The dreams. I'd been having them since I was a child-running through forests on four legs, howling at the moon, feeling wild and free and powerful. Mom had always said they were just nightmares, but they'd never felt like nightmares to me.
"The Blake line has always been connected to our kind," Marcus explained. "Your ancestors were our guardians, our guides. But the bloodline was thought to be extinct until your mother appeared here eighteen years ago."
"She lived here?"
"She was born here. Fell in love with your father and left to live in the human world." His expression softened slightly. "She knew what you might become. That's why she never brought you back-until now."
"She didn't bring me back. She died, and I had nowhere else to go."
"Or maybe," Luca said quietly, "she knew it was time. The Red Moon only comes every few decades, and you're of age now. Old enough to fulfill the prophecy."

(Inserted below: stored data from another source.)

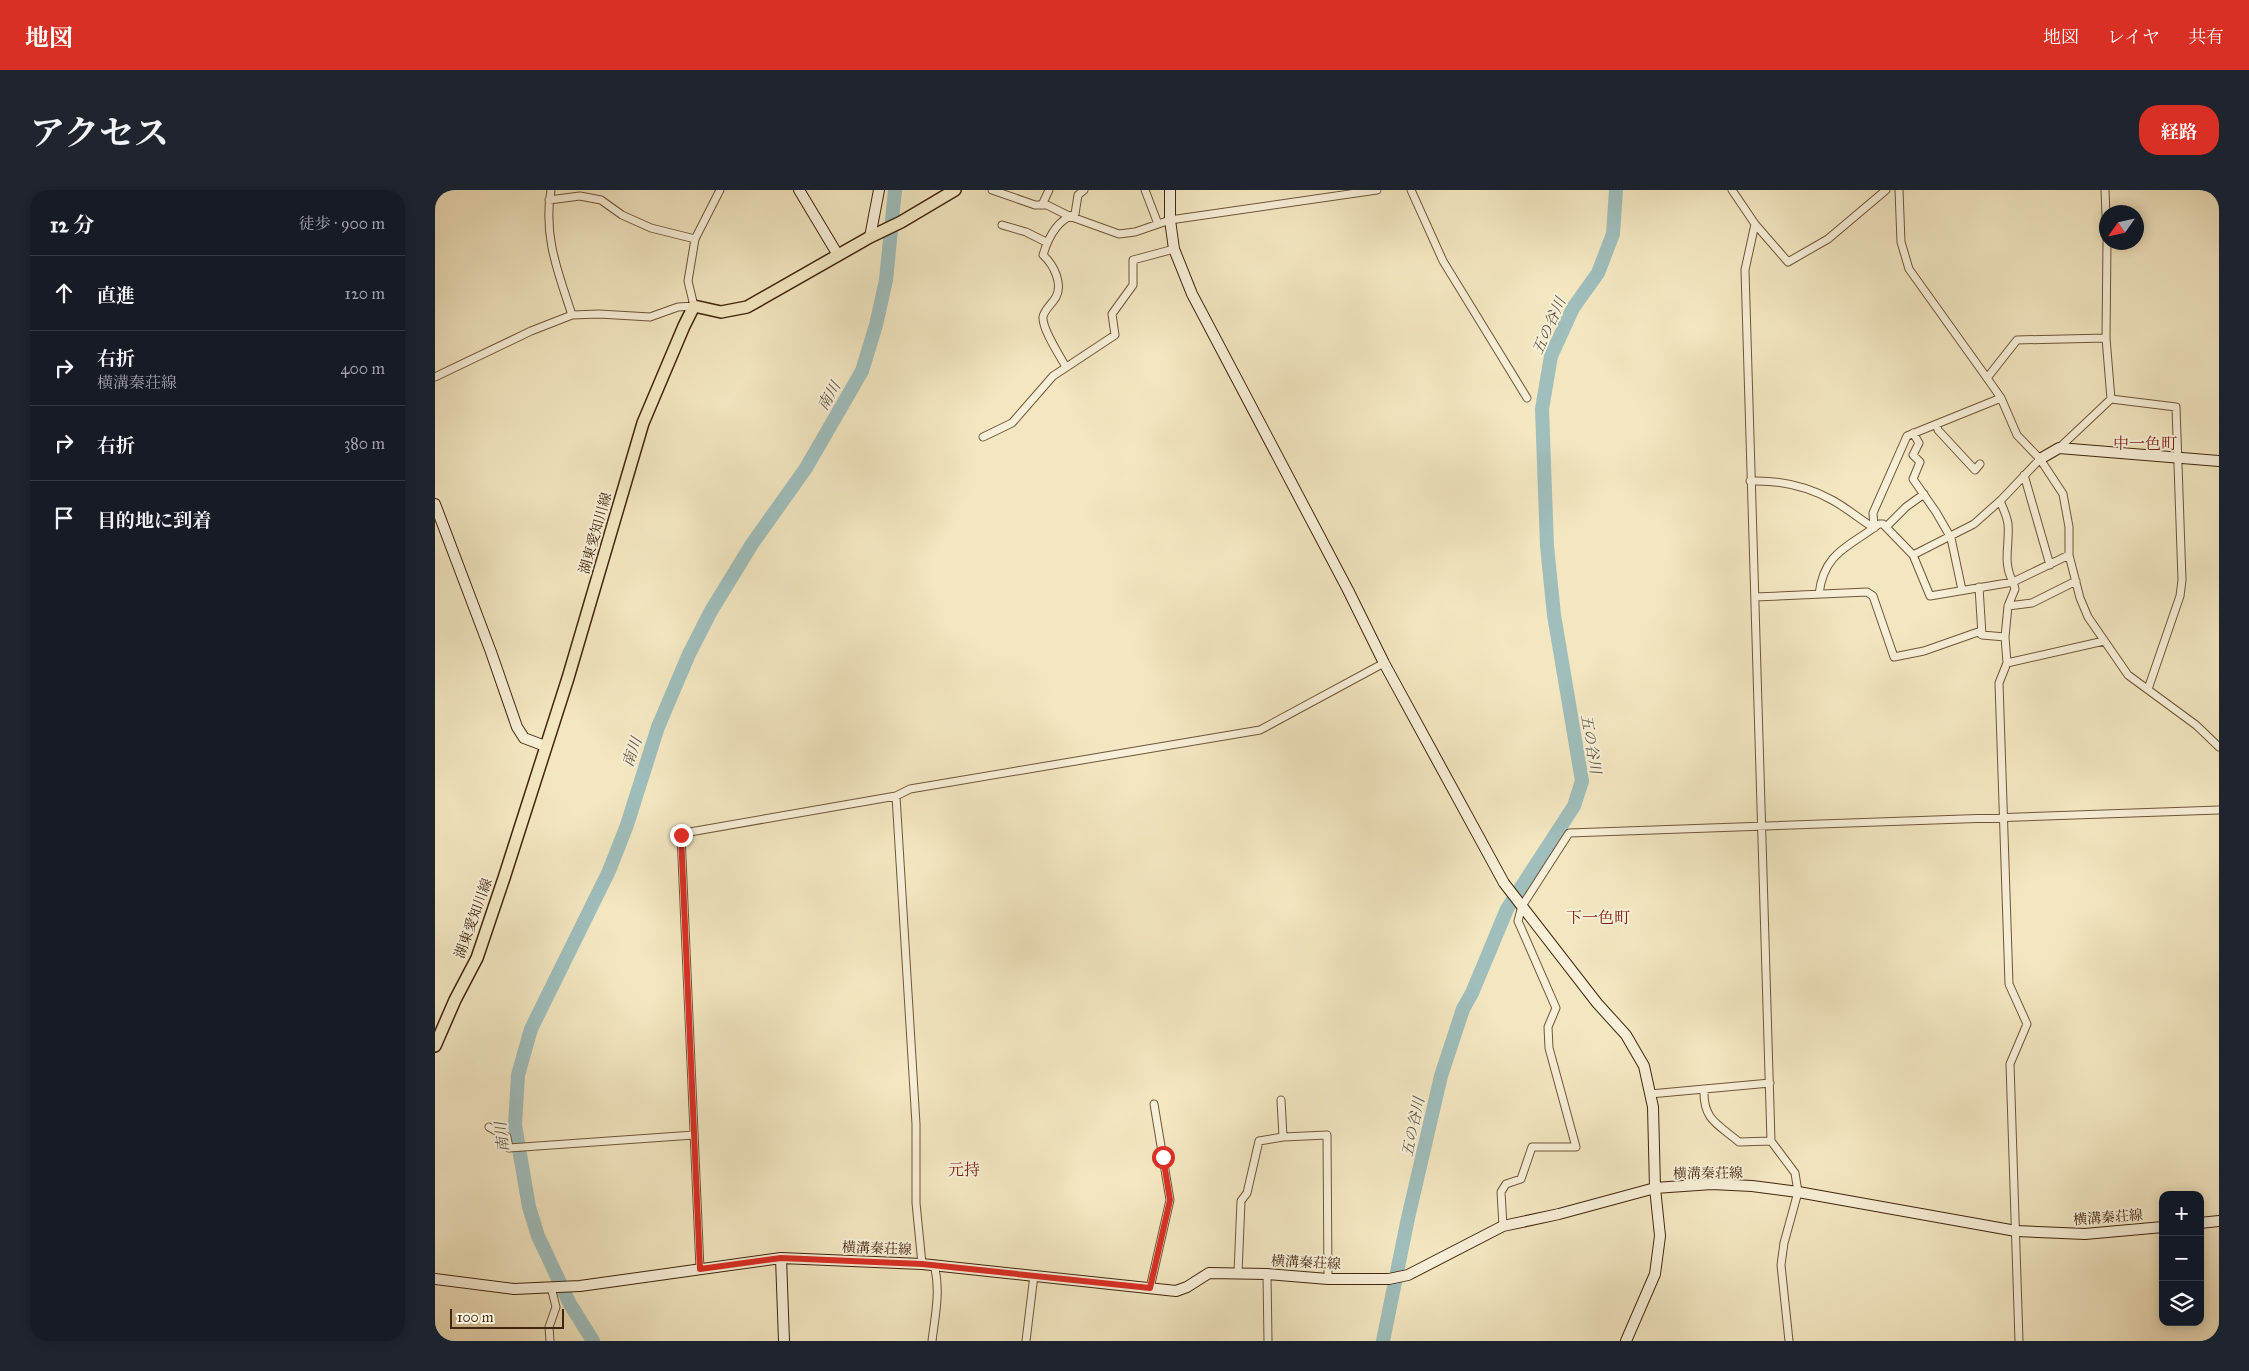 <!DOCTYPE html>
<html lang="ja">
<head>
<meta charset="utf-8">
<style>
	:root { --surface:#171b24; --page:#20242c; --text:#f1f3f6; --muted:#9ea1a6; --line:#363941; --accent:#d93025 }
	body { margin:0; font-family:"IM FELL Great Primer","Noto Serif JP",serif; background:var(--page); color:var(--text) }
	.controls { position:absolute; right:15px; bottom:15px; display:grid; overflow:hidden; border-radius:10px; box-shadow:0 2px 12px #0003 }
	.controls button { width:45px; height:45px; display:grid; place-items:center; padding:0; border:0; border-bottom:1px solid var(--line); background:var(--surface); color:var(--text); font:25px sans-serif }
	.compass { position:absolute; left:1664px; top:15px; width:45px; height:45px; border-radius:50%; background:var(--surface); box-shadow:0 2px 12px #0003; rotate:236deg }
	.scale { position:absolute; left:15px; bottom:12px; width:114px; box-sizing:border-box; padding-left:5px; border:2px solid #41260c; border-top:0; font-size:14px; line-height:18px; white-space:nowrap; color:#41260c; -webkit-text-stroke:4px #f7efd7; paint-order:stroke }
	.stop { position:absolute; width:15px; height:15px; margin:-11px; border:4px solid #d93025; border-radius:50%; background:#fff }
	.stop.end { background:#d93025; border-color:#fff; box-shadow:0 1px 5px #0008 }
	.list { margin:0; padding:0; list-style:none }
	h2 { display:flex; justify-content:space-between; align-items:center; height:65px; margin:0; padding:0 20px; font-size:21px }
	h2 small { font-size:16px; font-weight:400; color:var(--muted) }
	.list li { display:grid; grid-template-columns:32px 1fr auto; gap:15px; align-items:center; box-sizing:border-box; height:75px; padding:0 20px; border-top:1px solid var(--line) }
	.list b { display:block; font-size:19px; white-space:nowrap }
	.list p { margin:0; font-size:16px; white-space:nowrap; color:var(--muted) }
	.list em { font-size:16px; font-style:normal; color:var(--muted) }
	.icon { flex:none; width:28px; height:28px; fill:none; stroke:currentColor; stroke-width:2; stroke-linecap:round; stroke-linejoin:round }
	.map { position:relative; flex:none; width:1784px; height:1151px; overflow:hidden; border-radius:20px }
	header { display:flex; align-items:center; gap:30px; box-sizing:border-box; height:70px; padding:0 25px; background:var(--accent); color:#fff }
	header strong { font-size:24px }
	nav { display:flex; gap:28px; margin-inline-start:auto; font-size:18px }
	.intro { display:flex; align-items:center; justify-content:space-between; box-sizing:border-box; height:120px; padding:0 30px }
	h1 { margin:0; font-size:35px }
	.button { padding:12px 22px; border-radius:20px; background:var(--accent); color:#fff; font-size:18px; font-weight:700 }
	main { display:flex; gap:30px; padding:0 30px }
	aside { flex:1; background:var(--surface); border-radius:20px; box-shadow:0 2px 12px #0003 }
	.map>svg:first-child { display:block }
</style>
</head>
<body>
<header>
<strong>地図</strong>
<nav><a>地図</a><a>レイヤ</a><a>共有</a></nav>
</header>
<div class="intro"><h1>アクセス</h1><a class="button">経路</a></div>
<main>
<aside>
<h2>12 分<small>徒歩 · 900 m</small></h2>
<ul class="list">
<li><svg class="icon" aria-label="ahead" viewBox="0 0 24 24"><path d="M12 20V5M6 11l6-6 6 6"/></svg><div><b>直進</b></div><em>120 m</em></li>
<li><svg class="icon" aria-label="right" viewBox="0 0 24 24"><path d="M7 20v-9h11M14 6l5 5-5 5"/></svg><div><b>右折</b><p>横溝秦荘線</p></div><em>400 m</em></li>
<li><svg class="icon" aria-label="right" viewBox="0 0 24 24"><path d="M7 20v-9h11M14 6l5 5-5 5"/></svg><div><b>右折</b></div><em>380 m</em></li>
<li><svg class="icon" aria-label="arrive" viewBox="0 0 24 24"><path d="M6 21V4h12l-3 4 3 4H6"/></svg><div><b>目的地に到着</b></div></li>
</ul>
</aside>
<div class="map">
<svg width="1784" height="1151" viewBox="0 0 1784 1151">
	<rect width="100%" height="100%" fill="#f3e7c1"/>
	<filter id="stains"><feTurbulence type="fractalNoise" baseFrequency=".004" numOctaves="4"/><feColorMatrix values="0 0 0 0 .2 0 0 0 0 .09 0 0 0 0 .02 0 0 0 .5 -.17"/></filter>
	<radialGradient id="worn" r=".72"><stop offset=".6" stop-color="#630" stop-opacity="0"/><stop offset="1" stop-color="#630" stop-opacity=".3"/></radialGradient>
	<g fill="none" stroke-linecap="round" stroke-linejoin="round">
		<!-- river -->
		<path stroke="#9fbebc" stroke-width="14" d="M158,1151l-23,-37 -32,-68 -9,-29 -14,-82 3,-50 13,-46 78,-158 18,-46 31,-98 31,-73 22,-43 41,-67 54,-76 56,-97 14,-46 10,-45 9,-90
			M948,1151l25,-123 33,-142 22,-67 9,-16 35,-84 67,-103 8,-25 -28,-166 -7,-69 -5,-137 9,-53 22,-48 25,-35 15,-39 3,-44"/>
		<defs>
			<path id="street" d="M116,0c-8,46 7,82 21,125
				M557,0l43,15h12l22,11 50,18 16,-2 35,-12 207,-30
				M710,0l13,34
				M976,0l32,71 84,137
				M1297,0l23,34 -10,46 26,871 24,32 3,19 -14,51 -3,22 8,76
				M1464,0l2,52 8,27 78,109 14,20 16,37 23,24 23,35 6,33v28l11,43 8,19 40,58 68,50 23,22
				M1670,0l2,50
				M114,10l31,-4 21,4 21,15 29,13 44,11
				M607,15l7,-15
				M1320,34l33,38 40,-23 58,-49
				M567,35l24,7 20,10
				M631,177c-6,-11 -24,-38 -23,-50 1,-7 9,-13 13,-20 7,-13 -2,-32 -13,-42 5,-17 14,-35 32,-41l3,-19 6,-5
				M0,187l96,-46 41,-16 27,-1 51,3 28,-10 16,-1 -6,-25 7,-42 25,-49
				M1552,188l30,-38 89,-2
				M1676,209l65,8 6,173 -2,16 -32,93
				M1502,234l1,6 37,40 5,-6
				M1478,243l6,10 -6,12 7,7 -7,17 23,33 15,26 11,52
				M548,247l29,-14 41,-47 62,-41 -3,-21 21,-29v-25l41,-11
				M1624,258l52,-49 -5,-61 1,-96
				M1589,285l26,90
				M1315,291c29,-1 57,5 82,19 15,8 27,19 42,28
				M1451,337l20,-20 18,-13
				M1439,338l-1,-15 34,-77 94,-38
				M1478,365l61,-31 28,-25 38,-40
				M1544,397l3,48
				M1384,404c5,-42 30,-47 60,-70h4l30,31 17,41 83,-14c-11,-20 -3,-37 -5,-58 -1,-8 -5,-16 -8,-23
				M1320,407l112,-5 6,4 21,61 30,-6 54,-19 4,3 23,2 2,26 -8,20 10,301 18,40 -17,40 9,277
				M1573,416l24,-3 44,-22
				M1570,447l3,-31 7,-17 -2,-7 56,-27
				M1572,473l97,-22
				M461,606l20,328v79l6,61
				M1269,900c-1,30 14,34 35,52l32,-1
				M1215,904l120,-11
				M846,910l2,37 44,-2 1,144
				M54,937l18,10 2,11 185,-13
				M1068,1036l-2,-34 5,-8 15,-5 11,-32h44l-27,-99 -1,-21 8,-19 -38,-87 4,-15 47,-73 650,-23
				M265,1079l-19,-434 9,-3 206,-36 14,-7 350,-59 124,-67
				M803,1083l3,-72 6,-8 12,-52 24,-4
				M832,1084l1,67
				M715,1098l20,-88 -16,-96
				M115,1151l-1,-14 7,-20 -5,-20
				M497,1151c3,-25 9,-51 2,-76
				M591,1151l8,-66"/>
			<path id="secondary" d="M364,0l39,65
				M735,0v30l4,29 18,45 156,296 36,73 120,220 93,120 29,32 18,31 9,41 2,81 5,48 -5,38 -29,67
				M435,47l9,-47
				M1605,269l19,-11 160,13
				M0,314l56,148 26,75 7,11 21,8
				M1765,1033l19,-2
				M346,1068l3,83
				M0,1089l79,10 66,-3 201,-28 141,6 254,27 11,-4 22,-14 58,1 61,5h61l19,-4 95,-49 56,-12 96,-26 57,-4 40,2 46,6 218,39 69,3 78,-7"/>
			<path id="primary" d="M0,856l20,-46 22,-42 27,-80 64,-200 75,-255 41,-97 10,-20 27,6 26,-5 123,-70 31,-15 54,-32"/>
		</defs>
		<!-- street casing -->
		<use href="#street" stroke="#6e5639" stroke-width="9"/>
		<!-- secondary casing -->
		<use href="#secondary" stroke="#41260c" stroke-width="12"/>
		<!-- primary casing -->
		<use href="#primary" stroke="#41260c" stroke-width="14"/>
		<!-- street -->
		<use href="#street" stroke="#f7efd7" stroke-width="7"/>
		<!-- secondary -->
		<use href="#secondary" stroke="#f7efd7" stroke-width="10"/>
		<!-- primary -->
		<use href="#primary" stroke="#f3e7c1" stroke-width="11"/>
	</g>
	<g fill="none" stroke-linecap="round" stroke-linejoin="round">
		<!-- route -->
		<path stroke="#d93025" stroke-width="6" d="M246,645l19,434 81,-11 141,6 228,24 20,-88 -7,-43"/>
	</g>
	<g text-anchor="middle" stroke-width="4" stroke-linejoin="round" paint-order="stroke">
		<!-- street labels -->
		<g font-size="14" fill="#41260c" stroke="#f7efd7">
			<text transform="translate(160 343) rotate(-74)" y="5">湖東愛知川線</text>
			<text transform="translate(38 728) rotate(-70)" y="5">湖東愛知川線</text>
			<text transform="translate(1273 983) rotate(-1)" y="5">横溝秦荘線</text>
			<text transform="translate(1673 1027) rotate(-4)" y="5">横溝秦荘線</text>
			<text transform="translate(442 1058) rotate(2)" y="5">横溝秦荘線</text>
			<text transform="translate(871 1072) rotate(3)" y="5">横溝秦荘線</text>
		</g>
		<!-- water labels -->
		<g font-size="15" font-style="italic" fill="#5d5441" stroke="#f7efd7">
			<text transform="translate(1114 136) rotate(-66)" y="5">五の谷川</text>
			<text transform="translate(394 206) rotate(-60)" y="5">南川</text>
			<text transform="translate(1156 554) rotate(81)" y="5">五の谷川</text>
			<text transform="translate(197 562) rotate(-71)" y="5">南川</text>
			<text transform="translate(978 937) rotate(-78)" y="5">五の谷川</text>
			<text transform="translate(67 947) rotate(-96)" y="5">南川</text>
		</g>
		<!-- quarter labels -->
		<g font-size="16" fill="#7a1f14" stroke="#f7efd7">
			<text x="1710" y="259">中一色町</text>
			<text x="1163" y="733">下一色町</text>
			<text x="529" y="985">元持</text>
		</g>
	</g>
	<rect width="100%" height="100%" filter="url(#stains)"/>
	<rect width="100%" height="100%" fill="url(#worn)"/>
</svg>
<div class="controls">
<button>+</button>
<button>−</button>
<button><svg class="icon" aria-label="layers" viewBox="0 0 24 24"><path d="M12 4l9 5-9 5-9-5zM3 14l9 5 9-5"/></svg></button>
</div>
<svg class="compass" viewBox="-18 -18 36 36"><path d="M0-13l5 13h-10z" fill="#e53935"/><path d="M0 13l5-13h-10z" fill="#9ea1a6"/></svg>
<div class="scale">100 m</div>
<div class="stop" style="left:728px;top:967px"></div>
<div class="stop end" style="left:246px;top:645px"></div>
</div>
</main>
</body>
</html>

I backed toward the door, overwhelmed. "I need air. I need to think."
"Aria, wait-"
But I was already running, bursting through the front door into the cold night air. Behind me, I heard Marcus's voice, low and urgent: "Let her go. She needs to choose this for herself."
I ran until my lungs burned, until I reached the edge of the forest where it all began. The trees whispered secrets in languages I was starting to understand, and when I looked up, the nearly full moon seemed to pulse with anticipation.
Tomorrow night, everything would change. The question was: would I be ready?